• Comme il a eu une belle mort

    Jusqu’au dernier moment il ne céda pas. Il faisait tout lui-même ; il tâchait de travailler,  écrivait, m’interrogeait sur mes travaux, me donnait des conseils. Mais il me semble qu’il faisait tout cela non spontanément mais par principes. Une seule chose, la nature, resta jusqu’au bout. La veille, il alla dans sa chambre, et, de faiblesse, tomba sur son lit, près de la fenêtre ouverte. Je vins. Il me dit les larmes aux yeux : « Quelle jouissance j’ai eue maintenant, toute une heure ! » On le prit de la terre pour le remettre dans la terre.Il ne reste qu’une chose : l’espoir vague que là-bas, dans la nature dont on deviendra partie, dans la terre, quelque chose subsistera. Tous ceux qui ont été témoins de ses derniers moments disent : « Comme il a eu une belle mort, calme, douce ! » Mais moi je sais avec quelles souffrances il est mort, car pas un seul de ses sentiments ne m’a échappé. Mille fois je me suis dit : « Laissez les morts ensevelir leurs morts », mais il faut dépenser de quelque façon les forces qu’on possède encore. On ne peut pas commander à la pierre de tomber en haut au lieu de tomber en bas où elle est attirée.
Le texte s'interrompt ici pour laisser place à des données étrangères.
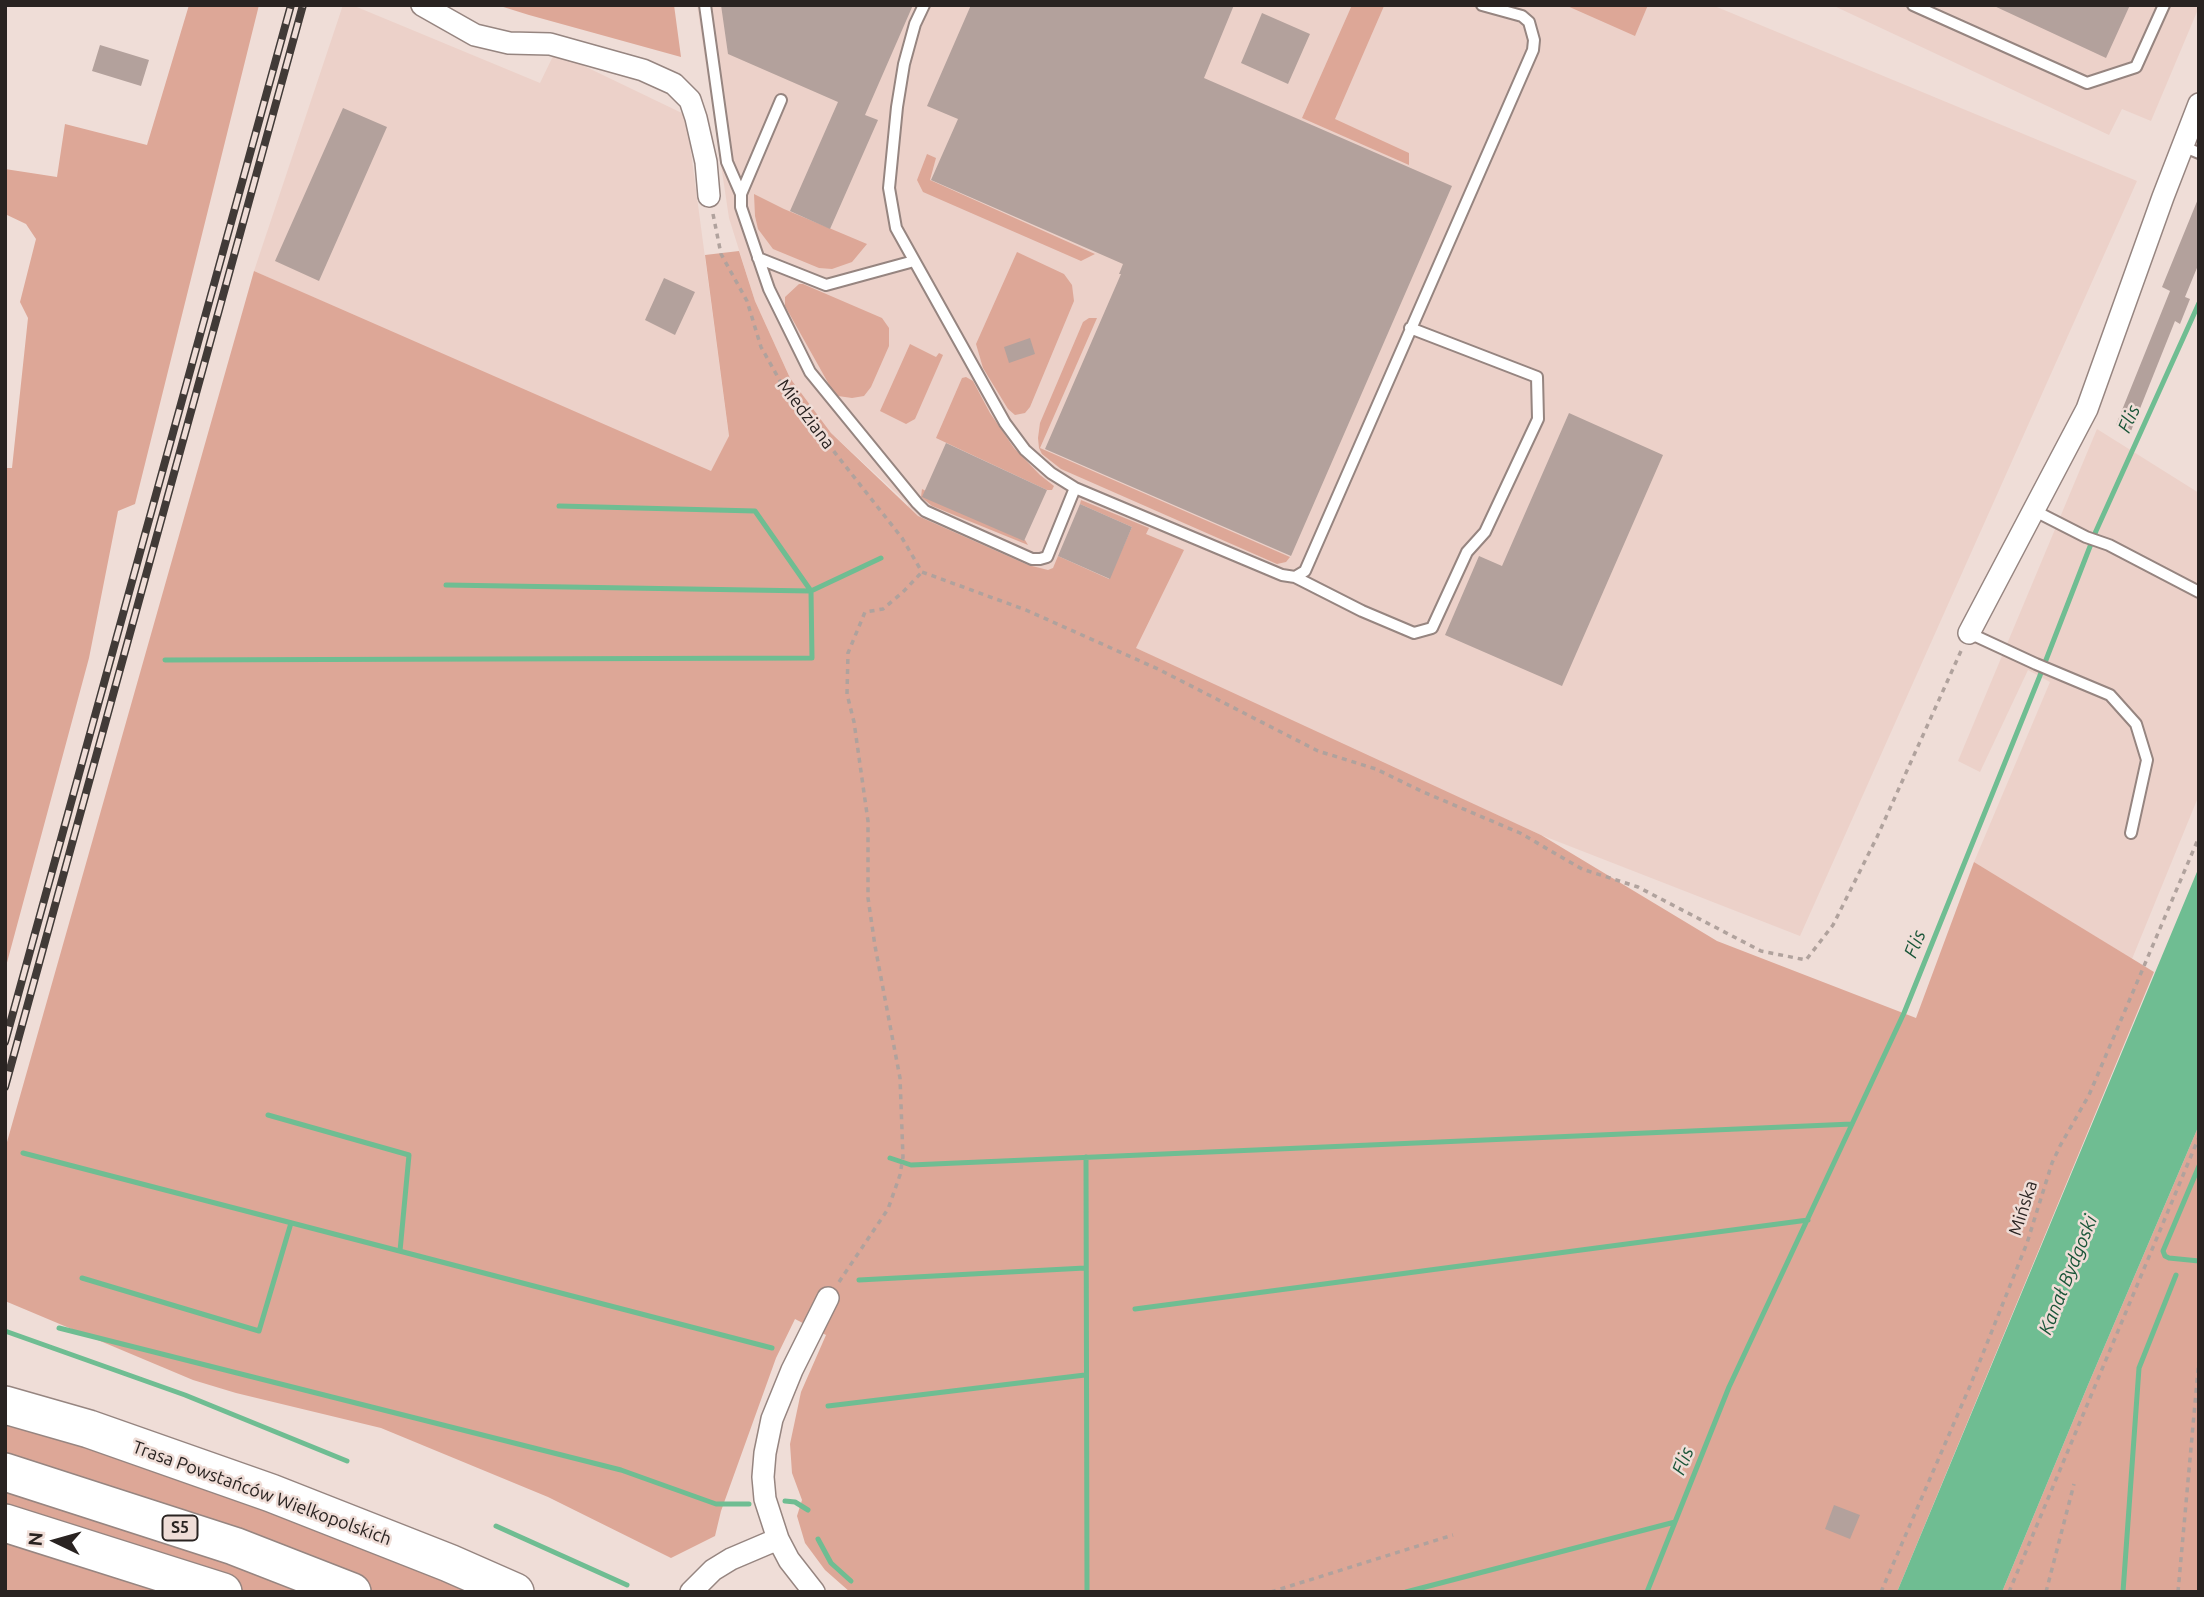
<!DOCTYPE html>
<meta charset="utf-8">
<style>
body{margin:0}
#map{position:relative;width:2204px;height:1597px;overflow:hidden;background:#efddd7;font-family:Ubuntu,sans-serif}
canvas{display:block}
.frame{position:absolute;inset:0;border:7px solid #292321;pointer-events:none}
.north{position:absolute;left:21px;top:1506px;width:70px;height:70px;-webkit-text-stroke:5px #efddd7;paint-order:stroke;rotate:275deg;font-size:19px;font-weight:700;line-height:28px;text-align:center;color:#292321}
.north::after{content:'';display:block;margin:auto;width:24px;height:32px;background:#292321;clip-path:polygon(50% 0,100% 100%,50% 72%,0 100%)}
</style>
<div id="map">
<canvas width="2204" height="1597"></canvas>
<div class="frame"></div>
<div class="north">N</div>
</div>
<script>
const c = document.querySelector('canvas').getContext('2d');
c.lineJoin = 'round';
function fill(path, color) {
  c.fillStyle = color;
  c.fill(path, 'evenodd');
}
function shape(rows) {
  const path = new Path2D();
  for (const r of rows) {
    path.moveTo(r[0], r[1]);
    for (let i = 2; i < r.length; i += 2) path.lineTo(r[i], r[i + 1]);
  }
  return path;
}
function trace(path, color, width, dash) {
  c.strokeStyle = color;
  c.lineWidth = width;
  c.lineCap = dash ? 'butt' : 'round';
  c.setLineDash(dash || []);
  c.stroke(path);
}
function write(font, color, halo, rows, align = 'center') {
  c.font = font + ' Ubuntu,sans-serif';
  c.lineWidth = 5;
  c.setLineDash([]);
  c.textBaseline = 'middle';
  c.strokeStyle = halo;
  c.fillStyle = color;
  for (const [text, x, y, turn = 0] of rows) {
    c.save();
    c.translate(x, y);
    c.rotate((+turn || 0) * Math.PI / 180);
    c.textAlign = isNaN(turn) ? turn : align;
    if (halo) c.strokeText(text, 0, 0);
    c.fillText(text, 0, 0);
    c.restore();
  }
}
fill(shape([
 [343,5,352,5,540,83,555,52,686,115,729,437,711,472,587,420,254,271],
 [697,5,1712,5,2137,181,1800,936,1541,835,1209,684,1136,648,913,521,907,503,831,433,790,378,755,301,729,218],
 [1832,5,2199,5,2199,7,2151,121,2122,109,2109,135],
 [2097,429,2199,493,2199,795,2132,959,1974,862,2050,682,2028,670,1980,772,1958,761]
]), '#ecd1c9');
fill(shape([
 [189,5,259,5,135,504,118,511,89,658,5,970,5,468,12,468,28,318,20,302,36,239,26,224,5,214,5,169,57,177,65,124,147,145],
 [497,5,674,5,681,57,529,15],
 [1352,5,1384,6,1335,119,1409,153,1409,165,1302,118],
 [1565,5,1648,5,1635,36],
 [927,154,936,158,930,180,1095,254,1081,261,923,192,917,180],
 [754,194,784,209,867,244,852,262,832,269,819,268,773,249,758,229,755,216],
 [739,251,755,301,790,378,831,433,918,516,1028,565,1048,570,1053,568,1058,556,1109,579,1132,527,1080,504,1081,500,1149,528,1146,534,1184,550,1136,648,1541,835,1717,941,1916,1018,1974,862,2154,972,1897,1592,850,1592,825,1570,805,1543,797,1516,802,1500,792,1473,790,1444,801,1392,826,1335,795,1319,776,1358,721,1511,715,1536,671,1558,548,1497,381,1428,236,1393,193,1380,5,1301,5,1149,254,271,711,471,729,436,705,255],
 [1017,252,1064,274,1072,285,1074,301,1030,407,1025,413,1015,415,1008,409,983,368,976,344],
 [799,284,803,284,882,318,889,328,889,346,871,387,864,396,852,398,838,396,831,388,785,306,785,297],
 [1089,318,1097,318,1040,448,1290,557,1286,562,1277,564,1061,469,1042,454,1039,448,1038,438,1040,423,1083,322],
 [910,344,936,357,939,353,943,355,915,419,906,424,880,411],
 [966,377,973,381,990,413,1014,448,1040,475,1054,486,1052,490,1047,490,936,438,962,378],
 [922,489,1025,540,1028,545,932,506,921,497],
 [2199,1125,2199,1592,2002,1592,2088,1385],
 [5,1408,487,1592,5,1592]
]), '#dda797');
fill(shape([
 [2199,867,2199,1125,2088,1385,2002,1592,1897,1592]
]), '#6fbd92');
trace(shape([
 [559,506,755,511,811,591],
 [446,585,811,591],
 [165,660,812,658,811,591,881,558],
 [268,1115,409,1155,400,1251],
 [23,1153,772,1348],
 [1086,1157,1087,1591],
 [890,1158,911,1165,1852,1124],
 [2199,1166,2163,1251,2165,1256,2169,1258,2199,1261],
 [82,1278,259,1331,291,1223],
 [859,1280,1085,1268],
 [1135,1309,1808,1220],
 [59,1328,621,1470,716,1504,749,1504],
 [5,1331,185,1395,347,1461],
 [828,1406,1085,1375],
 [785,1501,795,1502,808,1510],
 [496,1526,627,1585],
 [818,1539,831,1563,851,1581],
 [1406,1592,1675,1522],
 [1647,1592,1729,1387,1904,1013,2039,678,2096,531,2199,303],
 [2123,1592,2139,1368,2176,1275]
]), '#6fbd92', 5);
fill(shape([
 [721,5,913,5,865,115,878,120,830,229,790,211,838,102,728,54],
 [971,5,1234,5,1204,78,1452,186,1291,556,1045,449,1121,274,1119,274,1123,264,931,180,958,119,927,106],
 [1992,5,2130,5,2106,58],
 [1262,13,1310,34,1288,84,1241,63],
 [100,45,149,60,141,86,92,71],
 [343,108,387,127,319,281,275,261],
 [2198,199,2199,263,2185,297,2190,299,2180,324,2175,321,2131,431,2116,425,2170,291,2162,287],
 [664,278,695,292,675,335,645,320],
 [1030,338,1035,354,1009,363,1004,347],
 [1569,413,1663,455,1562,686,1445,635,1479,556,1502,566],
 [946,443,1047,490,1024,541,922,497],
 [1080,504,1132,527,1110,579,1058,556],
 [1834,1505,1860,1515,1850,1539,1825,1529]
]), '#b3a19c');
const service = shape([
 [705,5,727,162,741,194],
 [924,5,915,24,904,64,897,107,889,188,896,228,1005,423,1025,450,1051,473,1075,488],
 [1913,5,2087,83,2136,67,2164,5],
 [781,100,741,194,741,207,769,289,810,372,917,503,925,511,1032,559,1040,559,1047,557,1075,488,1282,575,1295,577,1305,571,1533,50,1534,40,1529,22,1522,16,1482,5],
 [2182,146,2199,153],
 [758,258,826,285,914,261],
 [2033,510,2086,537,2109,545,2199,592],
 [1295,577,1362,611,1414,633,1432,628,1467,552,1485,532,1538,419,1537,377,1410,328],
 [1969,633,2036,664,2110,695,2136,724,2147,760,2131,833]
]);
const minor = shape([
 [422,5,475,35,509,43,550,44,643,70,674,84,690,100,696,118,706,162,709,196],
 [1969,633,2087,409,2163,197,2199,104],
 [691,1592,713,1570,731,1559,778,1539],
 [814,1592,789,1560,778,1539,765,1499,763,1477,765,1453,772,1419,792,1370,828,1298]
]);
const motorway = shape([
 [5,1405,89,1429,271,1493,449,1563,515,1592],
 [5,1472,234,1546,352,1592],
 [5,1523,223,1592]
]);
trace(service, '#968580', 14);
trace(minor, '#968580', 24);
trace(motorway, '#968580', 40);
trace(shape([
 [713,214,721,254,747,301,761,347,784,388,902,538,922,572,1026,610,1158,669,1318,751,1376,769,1421,791,1520,833,1582,869,1638,887,1761,951,1806,960,1833,925,1877,837,1961,651],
 [839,1282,888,1209,900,1175,903,1157,900,1078,875,946,868,898,868,821,854,722,847,694,848,653,865,612,883,609,903,592,922,572],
 [1271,1592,1453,1535],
 [1881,1592,1970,1386,2027,1243,2052,1163,2060,1146,2089,1095,2199,837],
 [2009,1592,2199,1137],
 [2046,1592,2074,1484],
 [2178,1592,2199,1359]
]), '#b0a29d', 3.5, [5, 5]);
trace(service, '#fff', 10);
trace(minor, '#fff', 21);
trace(motorway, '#fff', 37);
const rail = shape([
 [5,1042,291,5],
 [5,1087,303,5]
]);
trace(rail, '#413a37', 8);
trace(rail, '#efddd7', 5, [16]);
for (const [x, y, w] of [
 [180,1528,35]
]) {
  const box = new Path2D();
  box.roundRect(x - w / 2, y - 12.5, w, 25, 5);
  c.fillStyle = '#efddd7';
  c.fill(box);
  trace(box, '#292321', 2);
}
write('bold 16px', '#292321', null, [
 ["S5",180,1528]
]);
write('18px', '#292321', '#efddd7', [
 ["Miedziana",806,414,53],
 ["Mińska",2023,1208,-72],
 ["Trasa Powstańców Wielkopolskich",262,1493,20]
]);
write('italic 19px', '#195538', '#efddd7', [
 ["Flis",2129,419,-66],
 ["Flis",1915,944,-68],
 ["Kanał Bydgoski",2068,1275,-68],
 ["Flis",1683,1461,-68]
]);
</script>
On ne peut pas rire d’une plaisanterie  qui ennuie. On ne peut pas manger quand on n’a pas faim. Pourquoi tout cela, si demain doivent commencer les souffrances de la mort avec toute la lâcheté du mensonge, de la tromperie de soi-même ; si tout se termine par le néant, par le zéro ? Drôle de plaisanterie ! Sois utile, sois vertueux, sois heureux tant que tu vis, se disent les hommes, et loi, et le bonheur et la vertu et l’utilité consistent en la vérité. Et la vérité que j’ai acquise pendant les trente-deux années de mon existence c’est que la situation où nous sommes placés est horrible.

    « Prenez la vie telle qu’elle est. Vous vous êtes placés dans cette situation », dit-on. Comment donc prendre la vie telle qu’elle est ! Dès que l’homme arrive au degré supérieur de son développement, il voit clairement que tout est gâchis, tromperie, et que la vérité qu’il aime cependant mieux que tout, est terrible, qu’aussitôt qu’on l’apercevra nettement on se réveillera et dira avec horreur, comme mon frère : « Mais qu’est-ce que c’est ? » Mais, sans doute, tant qu’existe le désir de savoir et de dire la vérité, on tache de la connaître et de la  dire. C’est la seule chose qui me soit restée de ma conception morale et au-dessus de quoi je ne puis me placer. C’est la seule chose que je ferai, seulement pas sous forme de votre art. L’art, c’est le mensonge, et moi, je ne puis déjà plus aimer le beau mensonge.

    Je vivrai ici tout l’hiver pour cette raison qu’il m’est tout à fait égal de vivre n’importe où. Écrivez-moi je vous prie. Je vous aime comme mon frère vous a aimé et s’est souvenu de vous jusqu’au dernier moment.